— Directions for this task —
Every record must appear in your copy exactly as written, with no pictures.

··· The data ···

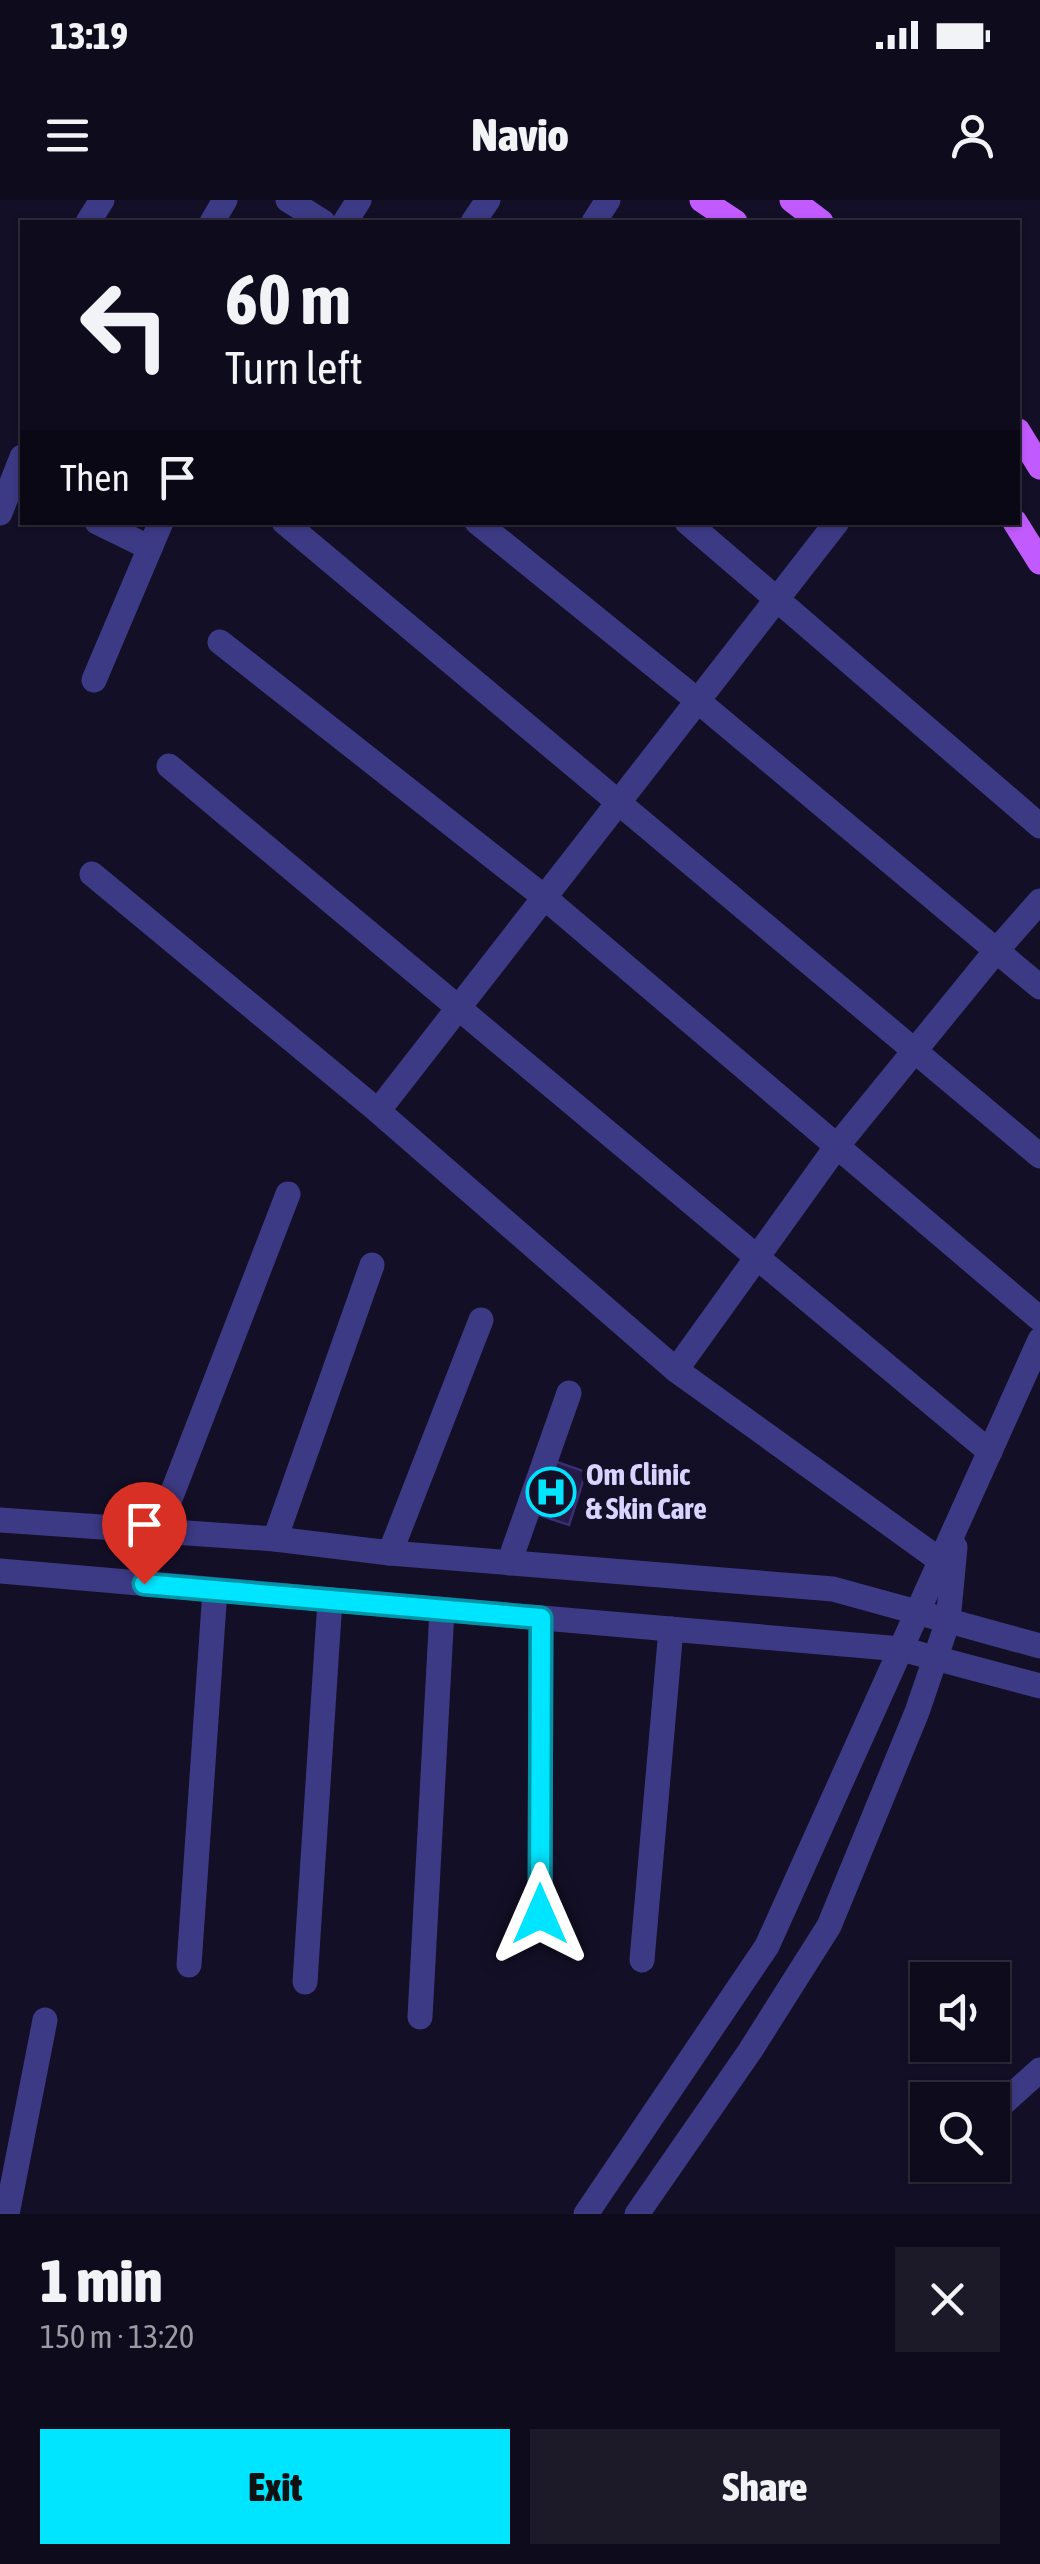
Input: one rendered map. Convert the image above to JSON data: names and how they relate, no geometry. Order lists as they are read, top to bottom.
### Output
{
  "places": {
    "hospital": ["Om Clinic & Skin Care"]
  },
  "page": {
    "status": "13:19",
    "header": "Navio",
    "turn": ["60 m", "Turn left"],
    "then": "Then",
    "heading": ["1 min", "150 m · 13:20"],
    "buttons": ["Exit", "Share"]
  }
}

···

— Result for this exercise —
Input: one rendered map. Convert the image above to JSON data: names and how they relate, no geometry. Order lists as they are read, top to bottom.
### Output
{
  "places": {
    "hospital": ["Om Clinic & Skin Care"]
  },
  "page": {
    "status": "13:19",
    "header": "Navio",
    "turn": ["60 m", "Turn left"],
    "then": "Then",
    "heading": ["1 min", "150 m · 13:20"],
    "buttons": ["Exit", "Share"]
  }
}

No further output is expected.